# WORK INSTRUCTIONS:
Each entry is to be reproduced verbatim, and images are to be omitted.

Entries taken from a collection:

:::

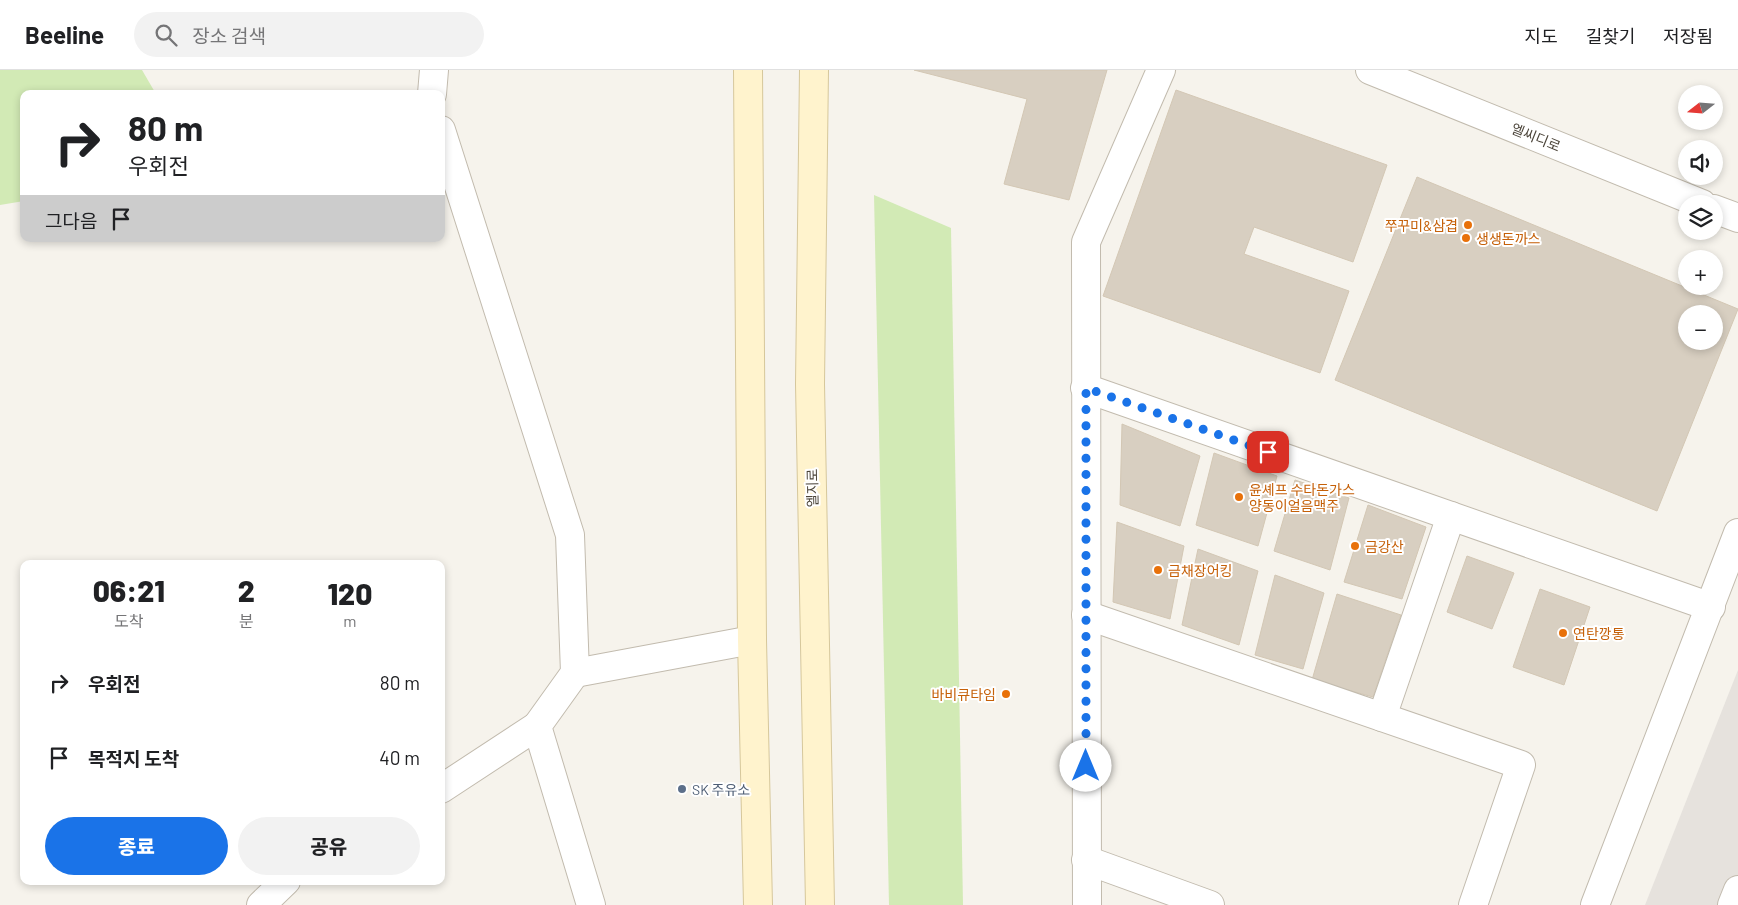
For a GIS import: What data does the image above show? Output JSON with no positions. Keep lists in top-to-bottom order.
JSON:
{
  "streets": {
    "main road": ["엘지로"],
    "street": ["엘씨디로"]
  },
  "places": [
    "쭈꾸미&삼겹",
    "생생돈까스",
    "윤셰프 수타돈가스 양동이얼음맥주",
    "금강산",
    "금채장어킹",
    "연탄깡통",
    "바비큐타임",
    "SK 주유소"
  ],
  "north": "left",
  "page": {
    "header": "Beeline",
    "search": "장소 검색",
    "nav": ["지도", "길찾기", "저장됨"],
    "map_buttons": ["+", "−"],
    "turn": ["80 m", "우회전"],
    "then": "그다음",
    "eta": [
      "06:21",
      "도착",
      "2",
      "분",
      "120",
      "m"
    ],
    "list": [
      {
        "name": "우회전",
        "value": "80 m"
      },
      {
        "name": "목적지 도착",
        "value": "40 m"
      }
    ],
    "buttons": ["종료", "공유"]
  }
}
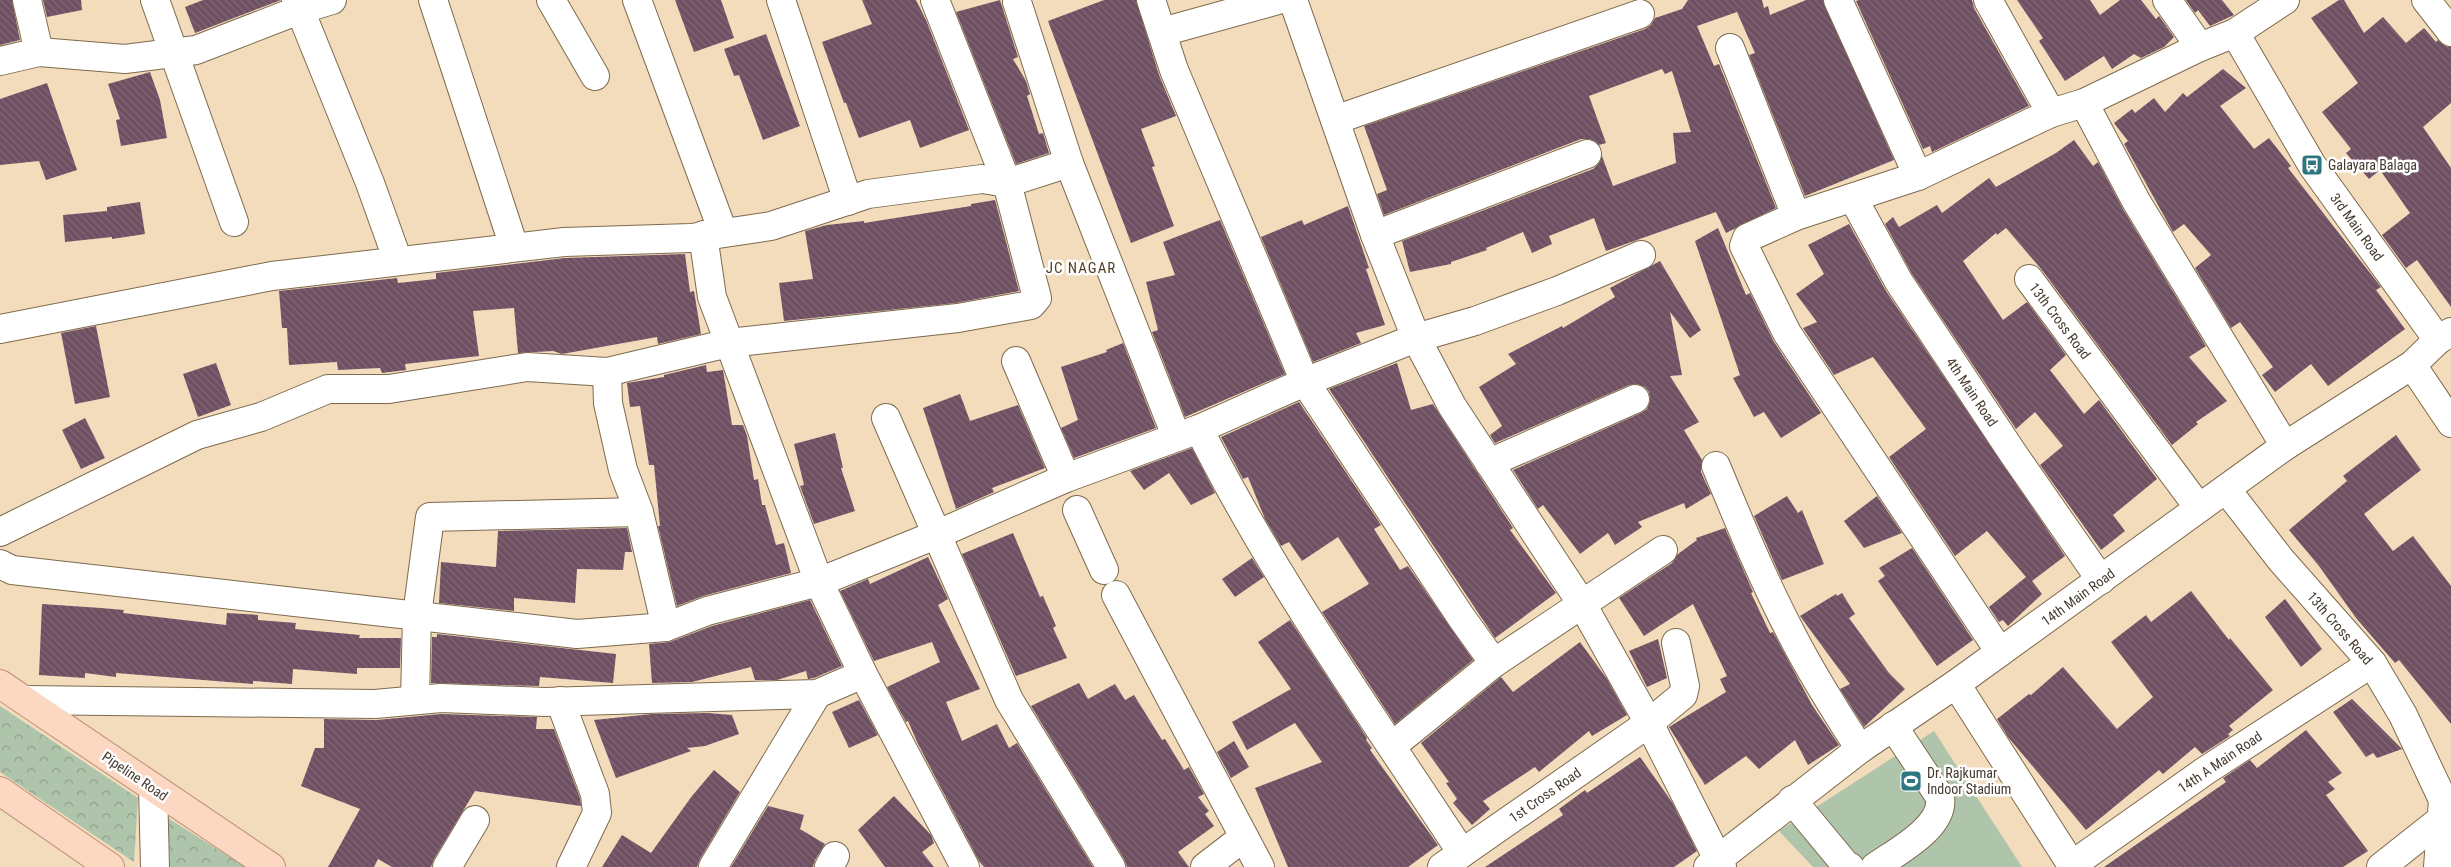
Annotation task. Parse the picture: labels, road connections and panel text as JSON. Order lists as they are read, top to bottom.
{
  "streets": {
    "main road": ["Pipeline Road"],
    "street": [
      "3rd Main Road",
      "13th Cross Road",
      "4th Main Road",
      "14th Main Road",
      "14th A Main Road",
      "1st Cross Road"
    ]
  },
  "crossings": [
    ["3rd Main Road", "14th Main Road"],
    ["13th Cross Road", "14th Main Road"],
    ["13th Cross Road", "14th A Main Road"],
    ["4th Main Road", "14th Main Road"]
  ],
  "districts": ["JC NAGAR"],
  "places": {
    "bus stop": ["Galayara Balaga"],
    "sports": ["Dr. Rajkumar Indoor Stadium"]
  }
}
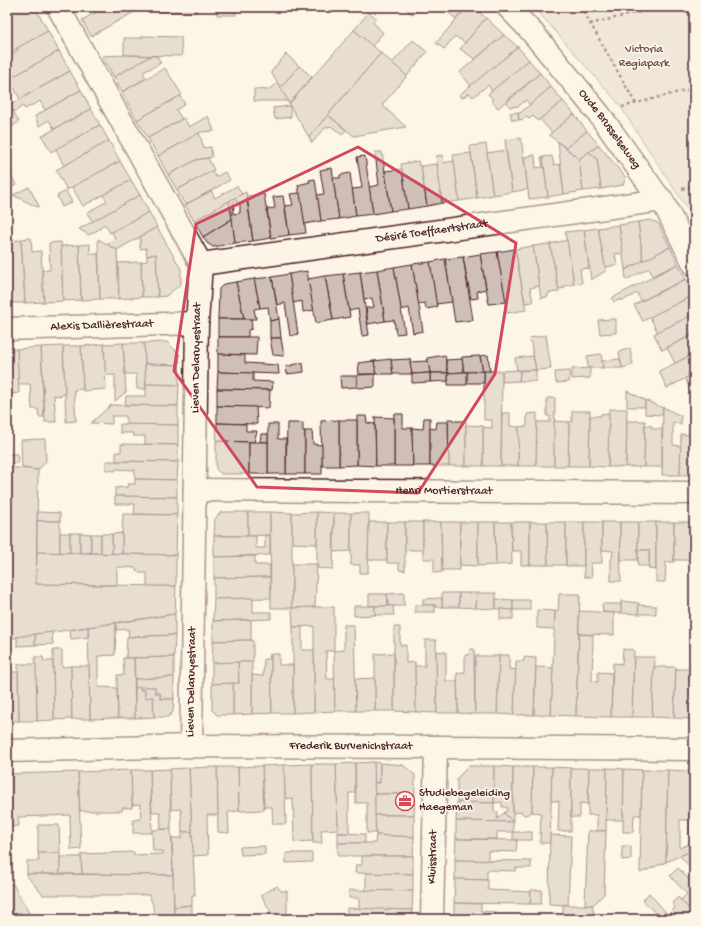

:::

# RESULT FOR THIS TASK:
For a GIS import: What data does the image above show? Output JSON with no positions. Keep lists in top-to-bottom order.
JSON:
{
  "streets": {
    "main road": ["엘지로"],
    "street": ["엘씨디로"]
  },
  "places": [
    "쭈꾸미&삼겹",
    "생생돈까스",
    "윤셰프 수타돈가스 양동이얼음맥주",
    "금강산",
    "금채장어킹",
    "연탄깡통",
    "바비큐타임",
    "SK 주유소"
  ],
  "north": "left",
  "page": {
    "header": "Beeline",
    "search": "장소 검색",
    "nav": ["지도", "길찾기", "저장됨"],
    "map_buttons": ["+", "−"],
    "turn": ["80 m", "우회전"],
    "then": "그다음",
    "eta": [
      "06:21",
      "도착",
      "2",
      "분",
      "120",
      "m"
    ],
    "list": [
      {
        "name": "우회전",
        "value": "80 m"
      },
      {
        "name": "목적지 도착",
        "value": "40 m"
      }
    ],
    "buttons": ["종료", "공유"]
  }
}
Annotation task. Parse the picture: labels, road connections and panel text as JSON. Order lists as they are read, top to bottom.
{
  "streets": {
    "main road": ["Pipeline Road"],
    "street": [
      "3rd Main Road",
      "13th Cross Road",
      "4th Main Road",
      "14th Main Road",
      "14th A Main Road",
      "1st Cross Road"
    ]
  },
  "crossings": [
    ["3rd Main Road", "14th Main Road"],
    ["13th Cross Road", "14th Main Road"],
    ["13th Cross Road", "14th A Main Road"],
    ["4th Main Road", "14th Main Road"]
  ],
  "districts": ["JC NAGAR"],
  "places": {
    "bus stop": ["Galayara Balaga"],
    "sports": ["Dr. Rajkumar Indoor Stadium"]
  }
}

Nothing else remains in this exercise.